Today, like yesterday, was a magnificent day. Picture perfect by every measure.
I took an offroad adventure to McDonald's Mill in Strasburg, Va., to secure 12 bundles of slab wood. I mentioned this before in a previous post, but had no luck getting a call back. I figured if I showed up in a muddy Jeep and work boots to place my order, it would show that I am serious about my purchase and have the opportunity to prove that I am in fact a worthy candidate and ok to do business with.
Out here that's generally the way with most of my fellow blue collar, local folk. They say yes, but don't deliver the goods until you prove that you are respectful and not a threat to their way of life. Since I've made this realization, life out here has gone much, much better. People here aren't Fairfaxian snob asses. They are real, basically good, but distrustful of folk they don't know until you prove them otherwise. I assume this is very much the way of the old south in this area. Every place has it's own distinct cultural norms. It's taken me a long time to figure this out, but now that I have, life seems to go smoother.
On my way back from errands, which brought me to Edinburgh, I decided to make my return home via Fort Valley through Edinburgh Gap. Fort Valley is a substantial valley within the valley that is the Shenandoah Valley, occupying the northern part of the region and splitting it into thirds.
Fort Valley is the locale George Washington was going to use as a bug out location if the Revolutionary War saw another winter. It's easy to see why. The relatively narrow valley is fertile, has multiple fresh water sources flowing into cedar creek, and mountains surrounding it on virtually every side and a long narrow gorge at the main entrance. It could be easily defended by a disciplined force and when you are there it seems like the farthest place from anywhere except Eden. Yes, it's breathtaking.

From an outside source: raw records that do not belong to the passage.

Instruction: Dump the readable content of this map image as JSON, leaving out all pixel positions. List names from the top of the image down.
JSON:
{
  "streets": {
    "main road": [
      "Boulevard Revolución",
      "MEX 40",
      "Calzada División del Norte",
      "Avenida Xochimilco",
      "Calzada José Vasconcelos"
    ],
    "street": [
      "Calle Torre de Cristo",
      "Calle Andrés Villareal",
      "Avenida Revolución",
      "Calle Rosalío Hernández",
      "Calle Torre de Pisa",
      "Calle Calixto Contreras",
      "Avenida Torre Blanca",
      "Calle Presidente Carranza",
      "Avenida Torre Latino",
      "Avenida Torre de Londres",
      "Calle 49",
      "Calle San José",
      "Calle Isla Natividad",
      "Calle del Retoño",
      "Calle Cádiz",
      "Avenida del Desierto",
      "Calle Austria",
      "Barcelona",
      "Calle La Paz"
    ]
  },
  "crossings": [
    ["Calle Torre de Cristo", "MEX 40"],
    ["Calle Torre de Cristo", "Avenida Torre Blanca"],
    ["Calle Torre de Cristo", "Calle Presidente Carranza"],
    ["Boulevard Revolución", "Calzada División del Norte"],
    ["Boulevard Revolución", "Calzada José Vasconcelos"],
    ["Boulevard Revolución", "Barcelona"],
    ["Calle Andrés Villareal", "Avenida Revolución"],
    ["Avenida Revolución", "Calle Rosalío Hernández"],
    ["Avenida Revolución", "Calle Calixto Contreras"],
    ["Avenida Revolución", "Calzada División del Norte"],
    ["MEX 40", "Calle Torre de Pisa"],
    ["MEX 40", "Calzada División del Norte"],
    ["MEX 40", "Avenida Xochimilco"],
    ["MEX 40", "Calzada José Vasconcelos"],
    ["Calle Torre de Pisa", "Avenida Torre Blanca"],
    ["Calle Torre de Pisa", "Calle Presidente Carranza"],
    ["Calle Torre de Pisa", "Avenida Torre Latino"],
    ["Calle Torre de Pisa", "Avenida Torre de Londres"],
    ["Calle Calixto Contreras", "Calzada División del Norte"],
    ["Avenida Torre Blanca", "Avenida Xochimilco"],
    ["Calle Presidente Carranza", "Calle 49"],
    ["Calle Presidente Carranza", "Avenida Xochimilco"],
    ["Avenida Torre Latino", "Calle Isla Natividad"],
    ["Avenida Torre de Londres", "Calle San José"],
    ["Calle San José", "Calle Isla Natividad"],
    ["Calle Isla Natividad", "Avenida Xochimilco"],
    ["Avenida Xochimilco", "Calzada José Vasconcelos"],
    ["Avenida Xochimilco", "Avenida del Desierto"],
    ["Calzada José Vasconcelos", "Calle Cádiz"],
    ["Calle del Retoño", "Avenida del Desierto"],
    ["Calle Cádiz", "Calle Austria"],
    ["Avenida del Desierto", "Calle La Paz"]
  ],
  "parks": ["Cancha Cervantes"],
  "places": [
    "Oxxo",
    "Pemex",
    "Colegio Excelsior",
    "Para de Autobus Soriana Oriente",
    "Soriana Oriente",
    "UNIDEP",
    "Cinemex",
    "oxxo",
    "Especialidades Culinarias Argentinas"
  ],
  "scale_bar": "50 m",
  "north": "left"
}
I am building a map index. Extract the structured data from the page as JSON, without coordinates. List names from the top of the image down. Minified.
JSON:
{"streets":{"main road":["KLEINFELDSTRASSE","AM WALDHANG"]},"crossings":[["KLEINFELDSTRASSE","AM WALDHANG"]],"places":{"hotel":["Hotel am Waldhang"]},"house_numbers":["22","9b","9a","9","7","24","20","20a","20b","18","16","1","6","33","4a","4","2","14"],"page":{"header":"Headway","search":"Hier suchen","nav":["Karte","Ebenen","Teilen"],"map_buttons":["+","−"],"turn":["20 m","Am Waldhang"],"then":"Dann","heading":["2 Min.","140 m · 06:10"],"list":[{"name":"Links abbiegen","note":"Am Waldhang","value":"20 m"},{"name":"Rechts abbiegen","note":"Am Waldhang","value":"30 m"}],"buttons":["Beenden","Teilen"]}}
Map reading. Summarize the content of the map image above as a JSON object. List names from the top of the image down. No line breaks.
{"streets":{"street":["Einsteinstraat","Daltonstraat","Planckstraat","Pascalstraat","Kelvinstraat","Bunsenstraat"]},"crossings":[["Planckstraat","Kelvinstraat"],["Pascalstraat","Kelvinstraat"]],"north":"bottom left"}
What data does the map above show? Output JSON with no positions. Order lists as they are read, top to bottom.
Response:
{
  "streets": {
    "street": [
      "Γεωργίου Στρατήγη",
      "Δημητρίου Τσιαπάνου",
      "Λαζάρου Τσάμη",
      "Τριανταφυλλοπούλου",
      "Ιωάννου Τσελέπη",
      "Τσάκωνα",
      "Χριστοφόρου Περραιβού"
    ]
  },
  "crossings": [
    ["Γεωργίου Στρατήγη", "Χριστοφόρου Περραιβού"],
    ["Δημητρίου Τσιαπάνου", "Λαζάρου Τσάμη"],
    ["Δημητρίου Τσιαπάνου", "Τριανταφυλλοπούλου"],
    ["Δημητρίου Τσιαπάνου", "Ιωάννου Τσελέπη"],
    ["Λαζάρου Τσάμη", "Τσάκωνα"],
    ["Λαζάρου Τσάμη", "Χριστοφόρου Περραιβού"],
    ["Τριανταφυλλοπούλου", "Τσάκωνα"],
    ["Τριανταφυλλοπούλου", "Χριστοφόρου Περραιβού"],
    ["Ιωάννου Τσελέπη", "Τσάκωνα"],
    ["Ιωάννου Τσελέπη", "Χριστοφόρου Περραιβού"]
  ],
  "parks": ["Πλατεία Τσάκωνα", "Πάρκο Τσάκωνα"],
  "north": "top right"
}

The ascent up the mountain through the gap was glorious, as it followed alongside creek beds making their way down into the valleys on either side. Because of the recent substantial rains, the views include numerous little waterfalls here and there and the top, I discovered has a couple ATV trails.
After a bit of exploring I returned home by way of the Fort's main road, enjoying prime mountain views and spring breezes while making good time in the process.
Arriving back at home and seeing the newly cut grass was refreshing. While cutting it on Saturday I thanked God for being able to live here and prayed that I would never have to leave. And that brings me to the title of today's post.
When you are investing in your life, planning for the long term by establishing roots and making moves to be somewhere permeneantly it changes your vision and how you feel about a place. For example, our new wood floors and furniture have made us feel that we have a new lease on life and that we are here again for the first time. The house also feels more complete and what is more, we all enjoy being here even more. As things continue to take shape, I am feeling more and more connected to my property, the land and dwellings that inhabit it. I hope that in the years to come it will become a place that my children and their children will cherish and always find peace and prosperity here.
So, even though the world spirals into oblivion, I pray that this place remains and develops as God wants it to be: God's Country.